_AIM OF THE TASK:_
Print nothing but the lines below starting at the line that holds "c.lineJoin = 'round';" and ending at the line that holds "[2,910,1211,1420]", including both, each exactly as written.

_ENTRIES SHOWN:_
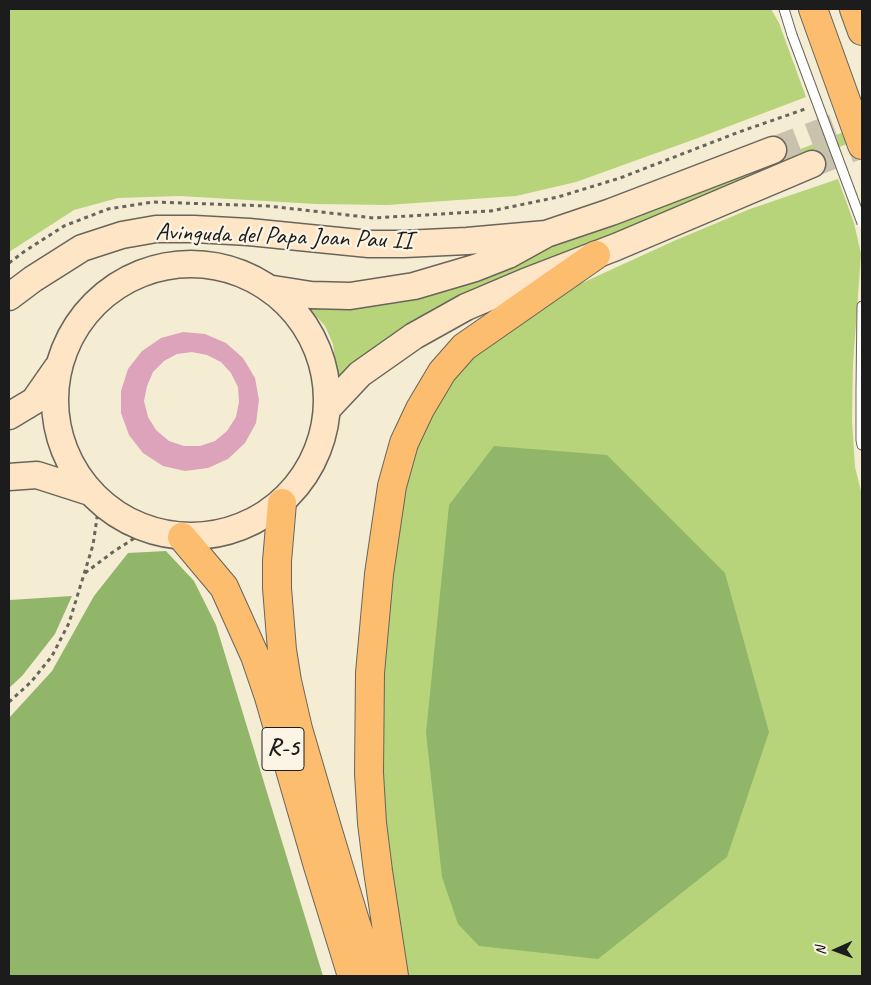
<!DOCTYPE html>
<style>
body{margin:0}
#map{position:relative;width:871px;height:985px;overflow:hidden;background:#f4ecd3;font-family:Caveat,sans-serif}
canvas{display:block}
.frame{position:absolute;inset:0;border:10px solid #1c1c1c;pointer-events:none}
.north{position:absolute;left:811px;top:925px;width:50px;height:50px;-webkit-text-stroke:4px #fcf5e5;paint-order:stroke;rotate:268deg;font-size:14px;font-weight:700;line-height:20px;text-align:center;color:#1c1c1c}
.north::after{content:'';display:block;margin:auto;width:18px;height:22px;background:#1c1c1c;clip-path:polygon(50% 0,100% 100%,50% 72%,0 100%)}
</style>
<div id="map">
<canvas width="871" height="985"></canvas>
<div class="frame"></div>
<div class="north">N</div>
</div>
<script>
const ctx = document.querySelector('canvas').getContext('2d');
ctx.lineJoin = 'round';
function fill(path, color) { ctx.fillStyle = color; ctx.fill(path, 'evenodd'); }
const shape = rows => new Path2D(rows.map(r => 'M' + r).join(''));
function strokePath(path, color, width, dash) { ctx.strokeStyle = color; ctx.lineWidth = width; ctx.lineCap = dash ? 'butt' : 'round'; ctx.setLineDash(dash || []); ctx.stroke(path); }
function label(font, color, halo, rows, align = 'center') {
  ctx.font = font + ' Caveat,sans-serif'; ctx.lineWidth = 4.5; ctx.setLineDash([]); ctx.textBaseline = 'middle'; ctx.strokeStyle = halo; ctx.fillStyle = color; for (const [text, x, y, turn = 0] of rows) {
    ctx.save(); ctx.translate(x, y); ctx.rotate((+turn || 0) * Math.PI / 180); ctx.textAlign = isNaN(turn) ? turn : align; if (halo) ctx.strokeText(text, 0, 0); ctx.fillText(text, 0, 0); ctx.restore();
  }
}
fill(shape([
 [9,9,771,9,779,23,806,97,698,138,576,182,516,196,387,205,316,204,180,196,118,198,74,210,9,252],
 [862,125,862,138,536,267,365,360,337,379,333,344,325,326,307,306,458,283],
 [838,179,854,223,861,254,853,364,852,420,855,467,862,495,862,976,405,976,382,822,382,643,406,472,450,378,480,345,571,288,676,240,750,209]
]), '#b7d47a');
fill(shape([
 [494,446,607,455,725,573,769,732,727,857,598,959,479,946,458,924,442,877,426,733,449,505],
 [166,551,194,581,216,625,323,976,9,976,9,718,52,671,94,596,128,553],
 [72,596,55,634,22,676,9,688,9,599,10,600]
]), '#91b66a');
fill(shape([
 [183,332,205,334,226,343,243,358,255,378,259,400,256,423,245,443,228,459,208,468,185,471,163,466,143,453,129,435,121,413,121,391,128,369,142,351,161,338],
 [192,352,207,355,221,362,231,373,238,387,239,402,236,417,227,431,215,441,200,446,184,446,169,441,156,430,148,417,144,401,147,386,153,372,164,361,177,354]
]), '#dca3bb');
strokePath(shape([
 [773,150,862,116],
 [812,164,862,145]
]), '#c9c2ae', 26, [26, 13]);
const lane = shape([
 [784,9,792,35],
 [862,306,861,389,861,440,862,445]
]);
const secondary = shape([
 '55 400a136 136 0 1 1 272 0a136 136 0 1 1-272 0Z',
 [273,289,311,295,350,296,414,286,475,268,508,255,546,234,611,212,773,150],
 [9,297,33,279,82,248,122,235,156,229,194,229,249,232,369,244,404,244,467,241,546,234],
 [328,408,360,374,414,336,466,307,525,282,616,247,812,164],
 [9,416,34,401,57,368],
 [9,477,37,475,90,492]
]);
const highway = shape([
 [813,9,862,145],
 [854,9,862,31],
 [282,503,277,561,277,588,282,650,287,681,298,729,327,828,355,921,374,976],
 [182,537,224,587,255,656,269,697,318,866,352,976],
 [394,976,378,871,372,823,369,773,370,673,379,574,392,486,404,443,420,409,442,372,464,347,596,255]
]);
strokePath(lane, '#68655c', 11);
strokePath(secondary, '#68655c', 29);
strokePath(highway, '#68655c', 30);
strokePath(shape([
 [9,263,25,251,64,226,108,209,153,202,268,206,374,218,491,211,558,197,620,178,739,132,808,108],
 [85,573,113,552,147,530],
 [9,702,31,682,52,656,69,623,93,545,98,511]
]), '#68655c', 3, [4, 4]);
strokePath(lane, '#fff', 9);
strokePath(secondary, '#fee5c5', 26);
strokePath(highway, '#fcbd6f', 28);
const laneBridge = shape([
 [792,35,862,223]
]);
strokePath(laneBridge, '#68655c', 11, []);
strokePath(laneBridge, '#fff', 9);
for (const [x, y, w] of [
 [283,749,42]
]) { const box = new Path2D(); box.roundRect(x - w / 2, y - 21.5, w, 43, 4); ctx.fillStyle = '#fcf5e5'; ctx.fill(box); strokePath(box, '#1c1c1c', 1); }
label('bold 24px', '#1c1c1c', null, [
 ["R-5",283,749]
]);
label('25px', '#1c1c1c', '#fcf5e5', [
 ["Avinguda del Papa Joan Pau II",284,237,2]
]);
</script>
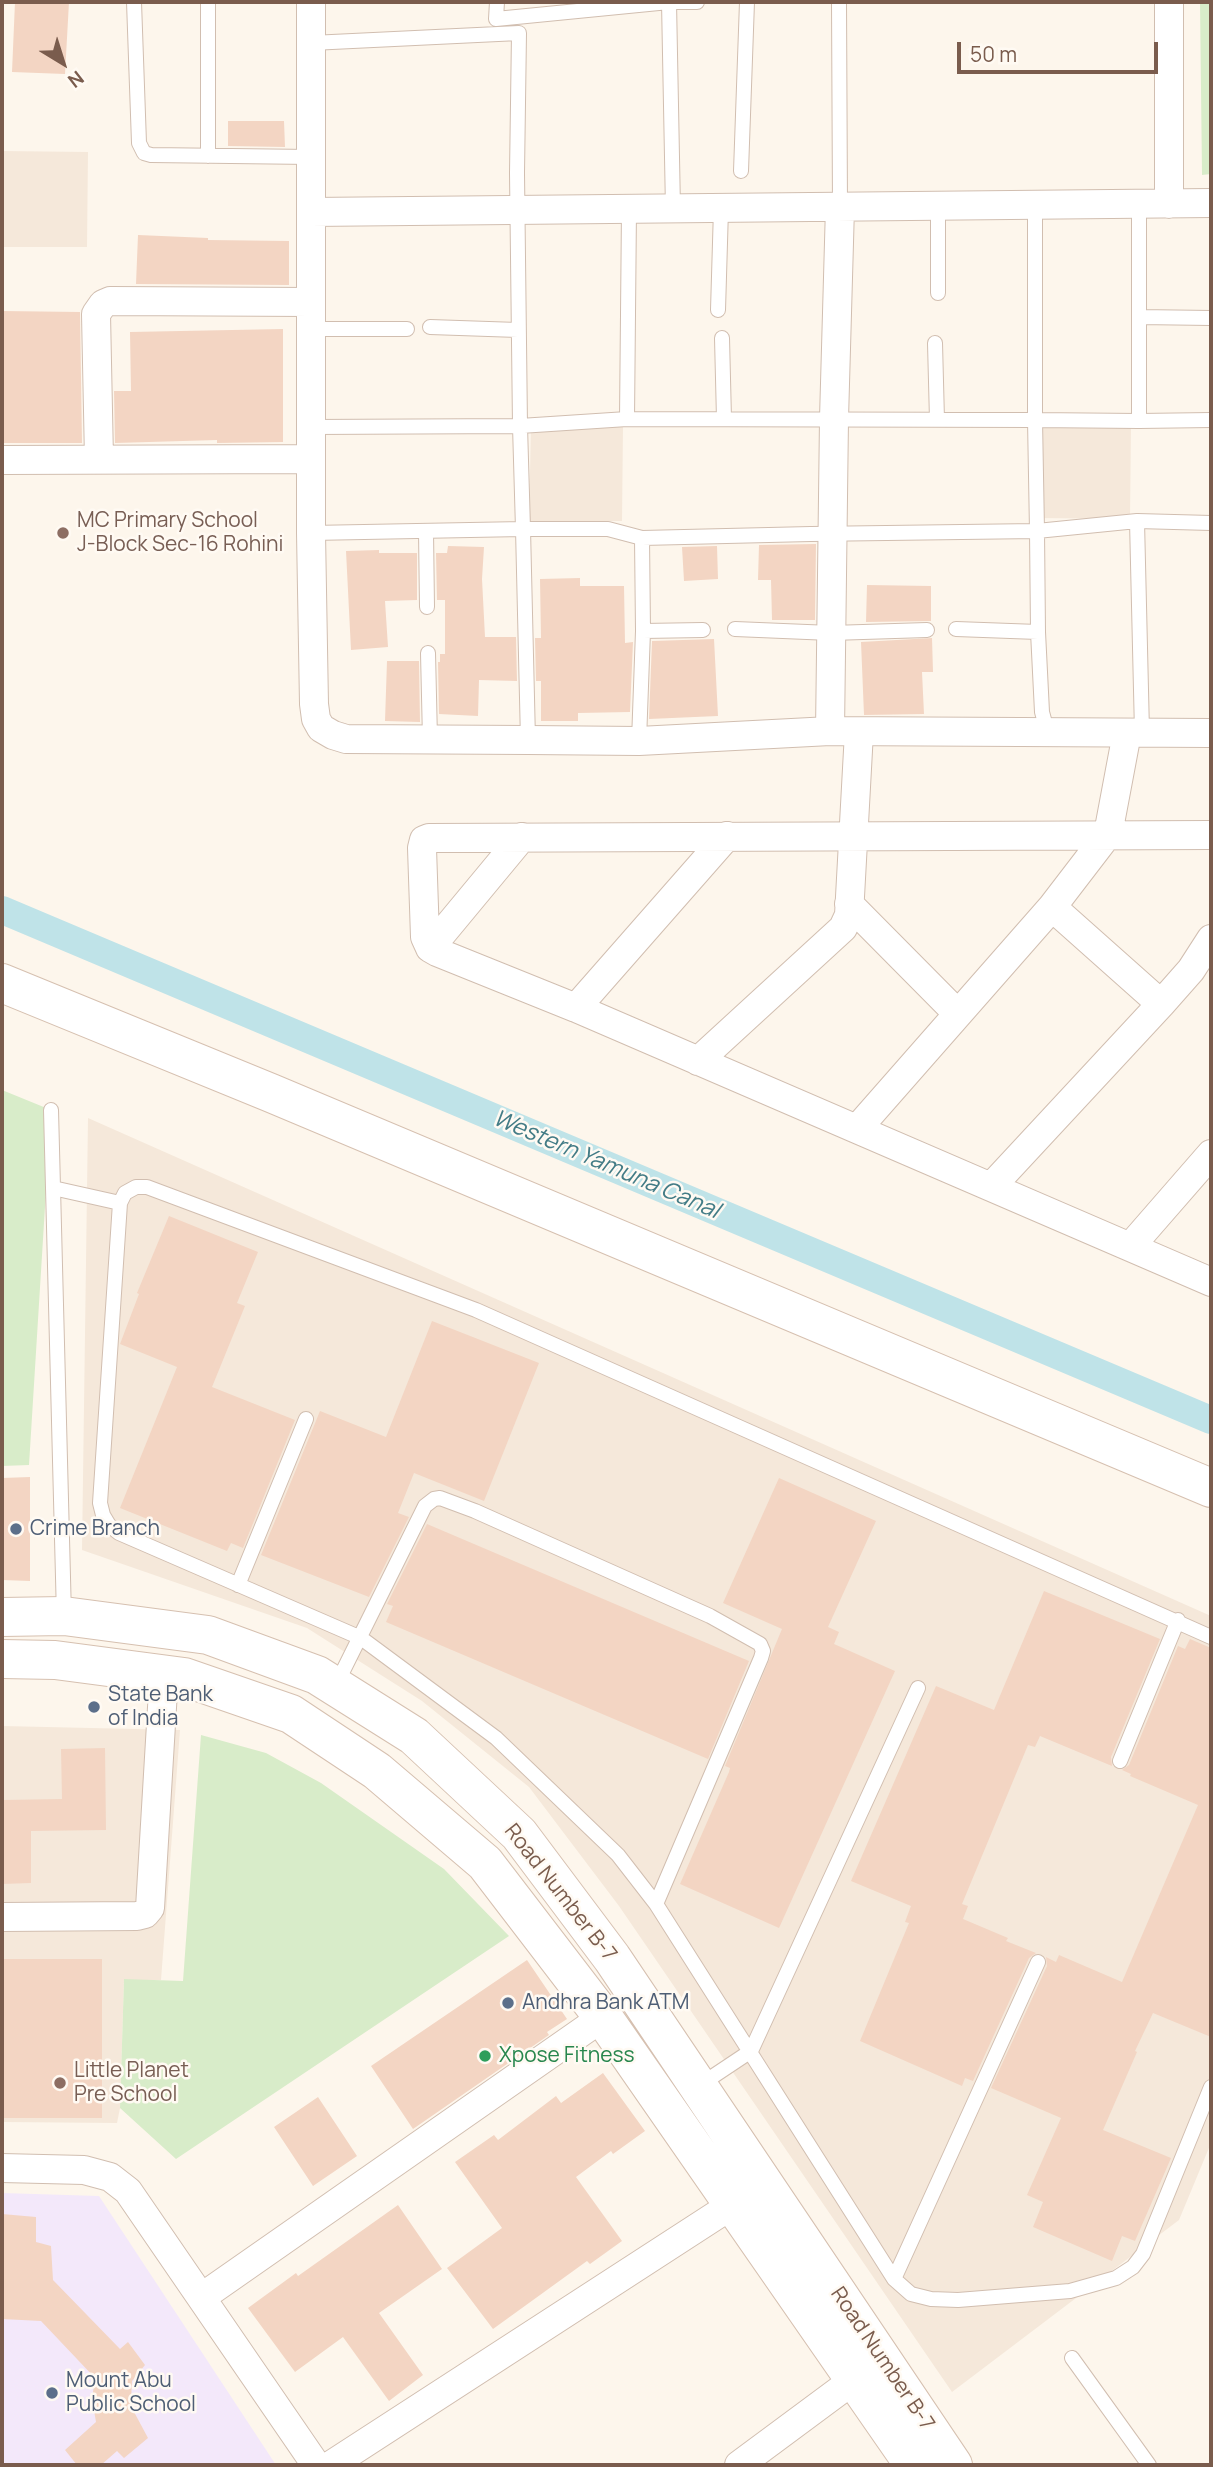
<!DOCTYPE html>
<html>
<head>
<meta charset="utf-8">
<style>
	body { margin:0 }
	#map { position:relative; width:1213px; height:2467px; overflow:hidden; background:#fdf6ec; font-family:Manrope,sans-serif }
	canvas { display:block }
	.frame { position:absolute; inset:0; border:4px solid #7a5c4d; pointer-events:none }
	.north { position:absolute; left:28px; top:28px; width:70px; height:70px; -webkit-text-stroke:5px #fffaf3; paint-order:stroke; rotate:142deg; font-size:19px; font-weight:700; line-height:28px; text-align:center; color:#7a5c4d }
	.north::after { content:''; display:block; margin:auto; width:24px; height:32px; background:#7a5c4d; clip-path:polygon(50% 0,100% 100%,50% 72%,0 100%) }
	.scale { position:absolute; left:957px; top:42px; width:201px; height:32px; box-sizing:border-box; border:4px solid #7a5c4d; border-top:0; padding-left:9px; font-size:21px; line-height:24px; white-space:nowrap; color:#7a5c4d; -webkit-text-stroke:5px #fffaf3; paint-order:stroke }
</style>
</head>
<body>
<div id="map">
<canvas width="1213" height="2467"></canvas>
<div class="frame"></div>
<div class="north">N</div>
<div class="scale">50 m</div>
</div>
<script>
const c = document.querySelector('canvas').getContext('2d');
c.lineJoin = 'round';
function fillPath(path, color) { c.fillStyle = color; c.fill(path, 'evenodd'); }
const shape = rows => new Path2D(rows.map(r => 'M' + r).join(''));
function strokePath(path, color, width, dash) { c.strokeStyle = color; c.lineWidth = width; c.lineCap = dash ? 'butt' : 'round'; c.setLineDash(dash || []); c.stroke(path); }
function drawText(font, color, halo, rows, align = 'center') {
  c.font = font + ' Manrope,sans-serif'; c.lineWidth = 5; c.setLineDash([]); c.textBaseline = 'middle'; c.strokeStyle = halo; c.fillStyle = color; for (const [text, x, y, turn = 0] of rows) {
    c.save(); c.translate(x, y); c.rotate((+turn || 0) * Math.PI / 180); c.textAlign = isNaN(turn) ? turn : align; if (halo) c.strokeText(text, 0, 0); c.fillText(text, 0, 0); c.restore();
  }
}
fillPath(shape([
	[2,151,88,152,87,247,2,247],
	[1039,422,1131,423,1130,519,1038,518],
	[531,425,623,426,622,521,529,521],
	[88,1118,1211,1616,1211,2143,1179,2220,952,2392,619,1906,529,1787,422,1701,307,1628,82,1550],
	[2,1726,180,1730,161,1980,124,1980,120,2108,117,2123,2,2122]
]), '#f5e8da');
fillPath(shape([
	[2,2193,99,2196,276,2465,2,2465]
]), '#f3e8fa');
fillPath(shape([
	[1200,2,1211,2,1211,174,1202,175],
	[2,1090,51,1110,29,1465,2,1466],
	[201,1735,266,1753,321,1783,444,1869,509,1936,176,2159,120,2108,124,1979,183,1981]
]), '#d8ecc9');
strokePath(shape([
	[2,910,1211,1420]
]), '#bfe3e8', 28);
fillPath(shape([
	[15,2,69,2,65,74,12,72],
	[228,121,284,121,285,147,228,146],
	[138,235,208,238,208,240,289,241,289,285,136,284],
	[2,311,80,312,82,443,2,443],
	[283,329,283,442,217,443,217,440,115,443,114,391,131,391,130,332],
	[816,544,815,620,772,620,771,580,758,580,759,545],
	[448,546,484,547,482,579,485,637,516,637,517,681,479,680,478,716,439,714,438,662,440,662,440,654,445,654,445,600,437,600,436,553,447,553],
	[717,546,718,579,684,581,682,547],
	[379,550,379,553,417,553,417,600,385,601,388,647,351,650,346,551],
	[580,578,580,586,624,586,625,643,633,642,630,712,578,713,578,721,541,721,541,681,536,681,535,638,541,638,540,579],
	[867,585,931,586,931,621,866,622],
	[932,638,933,672,922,672,924,714,864,715,861,642],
	[714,639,718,716,649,719,652,641],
	[387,661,419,661,420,722,385,721],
	[169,1216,258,1252,237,1303,245,1306,212,1387,295,1420,243,1548,231,1543,227,1551,120,1508,177,1367,120,1344,139,1294,137,1293],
	[432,1321,539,1363,484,1501,414,1473,398,1513,409,1517,369,1597,261,1555,320,1411,386,1437],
	[30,1477,30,1581,2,1580,2,1478],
	[779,1478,876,1521,828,1627,839,1632,834,1644,895,1671,779,1928,680,1884,729,1772,730,1768,725,1766,782,1629,723,1603],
	[427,1524,749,1661,708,1759,386,1622,393,1606,387,1604],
	[1044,1591,1160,1639,1111,1757,1112,1766,1040,1736,1035,1747,1028,1745,962,1904,968,1906,963,1919,1008,1938,1006,1941,1036,1953,1029,1958,973,2081,965,2078,962,2086,860,2041,909,1923,905,1922,911,1906,851,1881,936,1686,994,1710],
	[1190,1639,1211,1648,1211,2037,1153,2013,1135,2051,1137,2052,1103,2130,1171,2158,1135,2241,1122,2236,1112,2261,1033,2227,1043,2202,1027,2195,1061,2118,991,2088,1047,1966,1046,1957,1056,1962,1059,1955,1122,1982,1140,1940,1198,1805,1130,1776,1131,1774,1122,1770,1129,1765,1178,1646,1185,1649],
	[105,1748,106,1830,31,1831,31,1883,2,1884,2,1800,62,1799,61,1749],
	[2,1959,102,1959,102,2118,2,2118],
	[527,1960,567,2019,547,2032,549,2035,413,2129,371,2066],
	[603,2073,645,2131,613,2154,611,2151,576,2177,622,2241,590,2264,587,2261,493,2329,447,2268,502,2228,455,2162,494,2135,498,2140,556,2096,561,2103],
	[318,2097,357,2156,313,2186,274,2127],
	[398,2205,442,2269,379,2313,423,2375,389,2401,343,2337,295,2372,248,2308,296,2273,298,2276],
	[2,2214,36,2217,36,2242,51,2246,53,2280,120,2349,128,2342,145,2365,132,2381,131,2400,133,2410,148,2438,124,2458,117,2451,101,2465,77,2465,65,2450,96,2422,92,2399,95,2378,41,2321,2,2319]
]), '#f3d5c3');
const lane = shape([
	[134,2,139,143,144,153,151,155,311,157],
	[208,2,208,156],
	[497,2,496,19,669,2],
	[839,2,840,207],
	[741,171,747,2],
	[1139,204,1139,421,1211,420],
	[938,206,938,293],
	[629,209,627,419,1035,420,1035,205],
	[673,209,669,2,697,2],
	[718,310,721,209],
	[1139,317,1211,318],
	[430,327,518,330],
	[311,329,407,329],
	[722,338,724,419],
	[935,343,937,420],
	[627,419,520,426,523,529,608,529,642,538],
	[311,427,520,426,517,173,519,33,311,43],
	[1137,521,1037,531,1035,420,1139,421],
	[426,531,427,607],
	[311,533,523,529,528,740],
	[735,629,831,633,927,630],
	[956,629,1038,632],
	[643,631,703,630],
	[428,653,430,739],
	[1142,732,1137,521,1211,523],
	[639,741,643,631,642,538,811,534,1037,531,1038,632,1042,712,1048,734],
	[51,1110,64,1616],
	[53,1188,120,1203],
	[238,1585,306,1419],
	[1211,1637,476,1310,147,1187,136,1187,125,1193,120,1203,100,1503,103,1515,109,1525,119,1533,361,1638,496,1738,618,1855,656,1904,894,2279,911,2294,931,2299,958,2300,1070,2291,1116,2278,1133,2267,1143,2254,1211,2087],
	[336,1685,425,1506,434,1499,440,1498,475,1511,710,1616,760,1644,763,1651,761,1658,656,1904],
	[1120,1761,1178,1620],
	[700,2085,751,2051,918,1688],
	[894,2279,1038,1962],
	[1072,2358,1149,2465]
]);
const street = shape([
	[311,2,311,533,314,704,316,719,321,728,333,735,346,739,528,740,639,741,830,731,1211,733],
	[1169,2,1169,204],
	[311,212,1211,203],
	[99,459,96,314,103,304,110,301,311,302],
	[2,460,311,459],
	[830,731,834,419,840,207],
	[1211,835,429,838,424,840,422,848,425,937,430,948,437,952,576,1008,1211,1282],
	[849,904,957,1013],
	[1052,907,1161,1004],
	[430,948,522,837],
	[576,1008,727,836],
	[698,1061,843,928,849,915,859,732],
	[857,1129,1052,907,1108,834,1127,733],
	[991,1187,1161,1004,1191,970,1211,939],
	[1130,1247,1211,1154],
	[2,1917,137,1916,145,1914,150,1908,164,1674],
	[2,2168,84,2170,110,2177,128,2191,316,2465],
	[202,2297,603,2017],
	[331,2465,732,2205],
	[739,2465,855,2379]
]);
const secondary = shape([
	[2,983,271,1093,1211,1488],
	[2,1617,64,1616,208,1635,317,1675,414,1736,519,1834,612,1958,953,2465],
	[2,1659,55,1660,184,1677,291,1714,377,1771,485,1863,603,2017,914,2465]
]);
strokePath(lane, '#d1beb0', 16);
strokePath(street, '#d1beb0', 30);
strokePath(secondary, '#d6c0b0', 40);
strokePath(lane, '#fff', 14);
strokePath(street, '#fff', 28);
strokePath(secondary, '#fff', 38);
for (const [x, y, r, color] of [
	[63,533,7,"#8d6e63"],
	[16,1529,7,"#5c6f8a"],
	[94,1707,7,"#5c6f8a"],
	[508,2003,7,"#5c6f8a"],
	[485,2056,7,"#2e9e5b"],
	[60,2083,7,"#8d6e63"],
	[52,2393,7,"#5c6f8a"]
]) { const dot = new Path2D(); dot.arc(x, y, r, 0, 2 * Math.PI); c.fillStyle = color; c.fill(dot); strokePath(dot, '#fffaf3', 2.5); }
drawText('21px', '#785e54', '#fffaf3', [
	["MC Primary School",77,521],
	["J-Block Sec-16 Rohini",77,545],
	["Little Planet",74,2071],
	["Pre School",74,2095]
], 'left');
drawText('21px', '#4e5e75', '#fffaf3', [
	["Crime Branch",30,1529],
	["State Bank",108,1695],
	["of India",108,1719],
	["Andhra Bank ATM",522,2003],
	["Mount Abu",66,2381],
	["Public School",66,2405]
], 'left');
drawText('21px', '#7a5c4d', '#fffaf3', [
	["Road Number B-7",560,1893,52],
	["Road Number B-7",882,2359,56]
]);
drawText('21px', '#27864d', '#fffaf3', [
	["Xpose Fitness",499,2056]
], 'left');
drawText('italic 23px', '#437c86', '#fffaf3', [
	["Western Yamuna Canal",606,1165,23]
]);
</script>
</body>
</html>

_YOUR SOLUTION:_
c.lineJoin = 'round';
function fillPath(path, color) { c.fillStyle = color; c.fill(path, 'evenodd'); }
const shape = rows => new Path2D(rows.map(r => 'M' + r).join(''));
function strokePath(path, color, width, dash) { c.strokeStyle = color; c.lineWidth = width; c.lineCap = dash ? 'butt' : 'round'; c.setLineDash(dash || []); c.stroke(path); }
function drawText(font, color, halo, rows, align = 'center') {
  c.font = font + ' Manrope,sans-serif'; c.lineWidth = 5; c.setLineDash([]); c.textBaseline = 'middle'; c.strokeStyle = halo; c.fillStyle = color; for (const [text, x, y, turn = 0] of rows) {
    c.save(); c.translate(x, y); c.rotate((+turn || 0) * Math.PI / 180); c.textAlign = isNaN(turn) ? turn : align; if (halo) c.strokeText(text, 0, 0); c.fillText(text, 0, 0); c.restore();
  }
}
fillPath(shape([
	[2,151,88,152,87,247,2,247],
	[1039,422,1131,423,1130,519,1038,518],
	[531,425,623,426,622,521,529,521],
	[88,1118,1211,1616,1211,2143,1179,2220,952,2392,619,1906,529,1787,422,1701,307,1628,82,1550],
	[2,1726,180,1730,161,1980,124,1980,120,2108,117,2123,2,2122]
]), '#f5e8da');
fillPath(shape([
	[2,2193,99,2196,276,2465,2,2465]
]), '#f3e8fa');
fillPath(shape([
	[1200,2,1211,2,1211,174,1202,175],
	[2,1090,51,1110,29,1465,2,1466],
	[201,1735,266,1753,321,1783,444,1869,509,1936,176,2159,120,2108,124,1979,183,1981]
]), '#d8ecc9');
strokePath(shape([
	[2,910,1211,1420]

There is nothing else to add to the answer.